25 May, 2018 – put it in the diary. On this fateful day, the General Data Protection Regulation (GDPR) will come into full force. ExchangeWire breaks it down for those still in the dark.
It’s hardly surprising that the mere mention of the GDPR causes one's eyes to glaze over and, if you do try to get to grips with any one of the 99 articles contained within the regulation, you would be forgiven for giving up and leaving it to the professionals. And you should. However, the implications are further reaching than you may think. What you might not be aware of, is that the GDPR is only one (admittedly large) element of digital privacy in the European Commission’s Digital Single Market – the other being the ePrivacy Directive, or the ‘Cookie Law’.

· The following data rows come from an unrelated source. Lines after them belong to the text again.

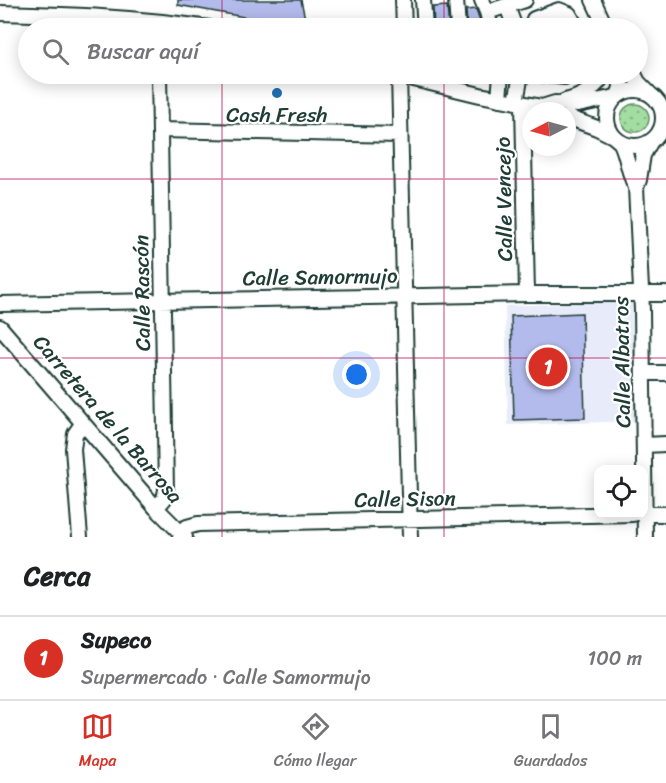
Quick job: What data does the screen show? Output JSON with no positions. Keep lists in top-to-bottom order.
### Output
{
  "streets": {
    "street": [
      "Calle Vencejo",
      "Calle Samormujo",
      "Calle Rascón",
      "Calle Albatros",
      "Carretera de la Barrosa",
      "Calle Sison"
    ]
  },
  "crossings": [
    ["Calle Vencejo", "Calle Samormujo"],
    ["Calle Samormujo", "Calle Rascón"],
    ["Calle Samormujo", "Calle Albatros"],
    ["Calle Rascón", "Carretera de la Barrosa"],
    ["Carretera de la Barrosa", "Calle Sison"]
  ],
  "places": ["Cash Fresh"],
  "north": "left",
  "page": {
    "search": "Buscar aquí",
    "pins": "1",
    "heading": "Cerca",
    "list": [
      {
        "mark": "1",
        "name": "Supeco",
        "note": "Supermercado · Calle Samormujo",
        "value": "100 m"
      }
    ],
    "nav": ["Mapa", "Cómo llegar", "Guardados"]
  }
}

The devil is in the detail
GDPR has become a catch-all term for data compliance; but understanding the differences between it and the ePrivacy Directive, which comes into play at the same time, is crucial. “The aim of the GDPR is to give the consumer control over their personal data”, explained Todd Ruck, chief privacy officer, Evidon. “The ePR, in contrast, is distinctly different, as its purpose is to ensure the confidentiality and privacy of electronic communications.” So, the GDPR aims to protect consumers from being identified via data points that have been collected and processed by businesses, while the ePrivacy Directive, as part of that, deals with how the consumer is tracked and the data collected. “Marketers will be under intense scrutiny and should take care to provide enhanced notice when it comes to tracking technologies, and make sure they obtain consent properly”, confirmed Ruck. “This means they’ll have to get a firm grasp on their digital supply chain – from contracts to daily governance – and it won’t be an easy task.”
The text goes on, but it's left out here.